EXERCISE DESCRIPTION:
Copy out the line containing "I am building" and each line after it, through the last one in the material, exactly as written.

EXTRACTED INFORMATION:
★ ★ ★ ★ ★ ★ ★

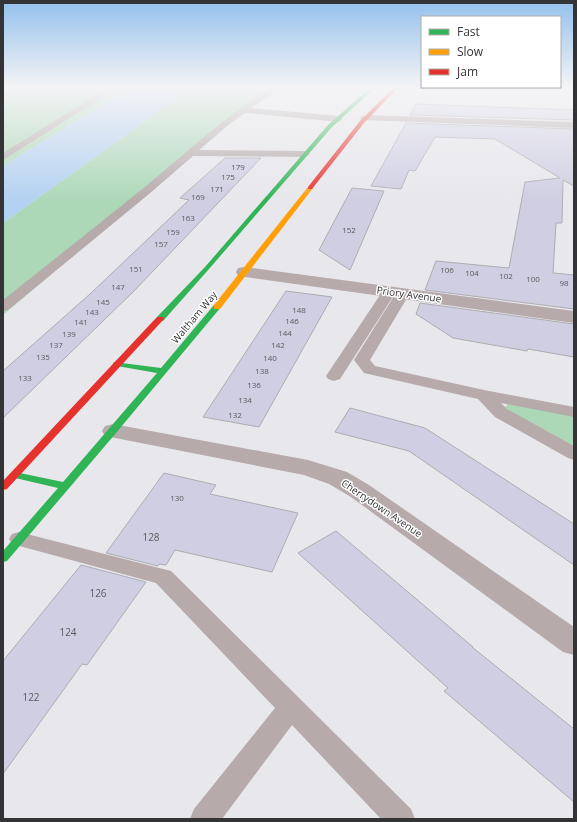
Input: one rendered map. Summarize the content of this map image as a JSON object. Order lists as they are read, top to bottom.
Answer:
{
  "streets": {
    "main road": ["Waltham Way"],
    "street": ["Priory Avenue", "Cherrydown Avenue"]
  },
  "crossings": [
    ["Priory Avenue", "Waltham Way"],
    ["Waltham Way", "Cherrydown Avenue"]
  ],
  "house_numbers": [
    "179",
    "175",
    "171",
    "169",
    "163",
    "152",
    "159",
    "157",
    "151",
    "106",
    "104",
    "102",
    "100",
    "98",
    "147",
    "145",
    "148",
    "143",
    "146",
    "141",
    "144",
    "139",
    "137",
    "142",
    "135",
    "140",
    "138",
    "133",
    "136",
    "134",
    "132",
    "130",
    "128",
    "126",
    "124",
    "122"
  ],
  "legend": ["Fast", "Slow", "Jam"]
}
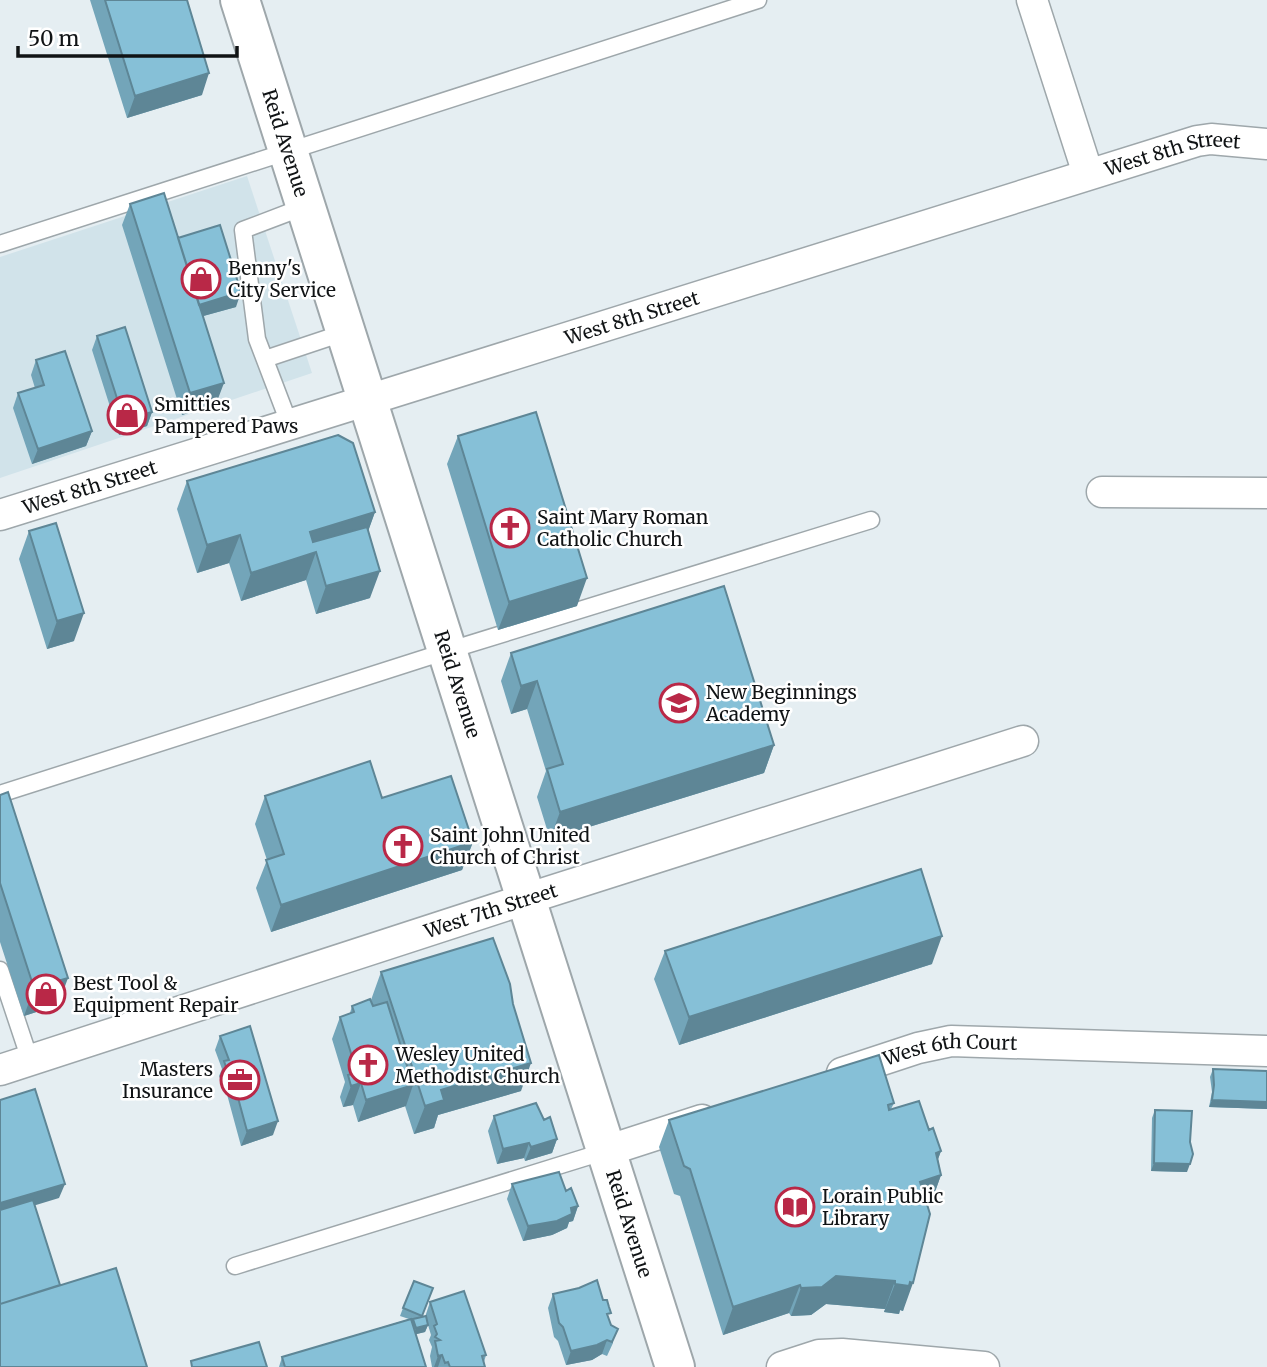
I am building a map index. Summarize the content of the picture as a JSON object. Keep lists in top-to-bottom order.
{
  "streets": {
    "street": [
      "Reid Avenue",
      "West 8th Street",
      "West 7th Street",
      "West 6th Court"
    ]
  },
  "crossings": [
    ["Reid Avenue", "West 8th Street"],
    ["Reid Avenue", "West 7th Street"]
  ],
  "places": {
    "shop": ["Benny's City Service", "Smitties Pampered Paws", "Best Tool & Equipment Repair"],
    "church": ["Saint Mary Roman Catholic Church", "Saint John United Church of Christ", "Wesley United Methodist Church"],
    "school or university": ["New Beginnings Academy"],
    "office": ["Masters Insurance"],
    "library": ["Lorain Public Library"]
  },
  "scale_bar": "50 m"
}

★ ★ ★ ★ ★ ★ ★

SOLUTION BELOW:
I am building a map index. Summarize the content of the picture as a JSON object. Keep lists in top-to-bottom order.
{
  "streets": {
    "street": [
      "Reid Avenue",
      "West 8th Street",
      "West 7th Street",
      "West 6th Court"
    ]
  },
  "crossings": [
    ["Reid Avenue", "West 8th Street"],
    ["Reid Avenue", "West 7th Street"]
  ],
  "places": {
    "shop": ["Benny's City Service", "Smitties Pampered Paws", "Best Tool & Equipment Repair"],
    "church": ["Saint Mary Roman Catholic Church", "Saint John United Church of Christ", "Wesley United Methodist Church"],
    "school or university": ["New Beginnings Academy"],
    "office": ["Masters Insurance"],
    "library": ["Lorain Public Library"]
  },
  "scale_bar": "50 m"
}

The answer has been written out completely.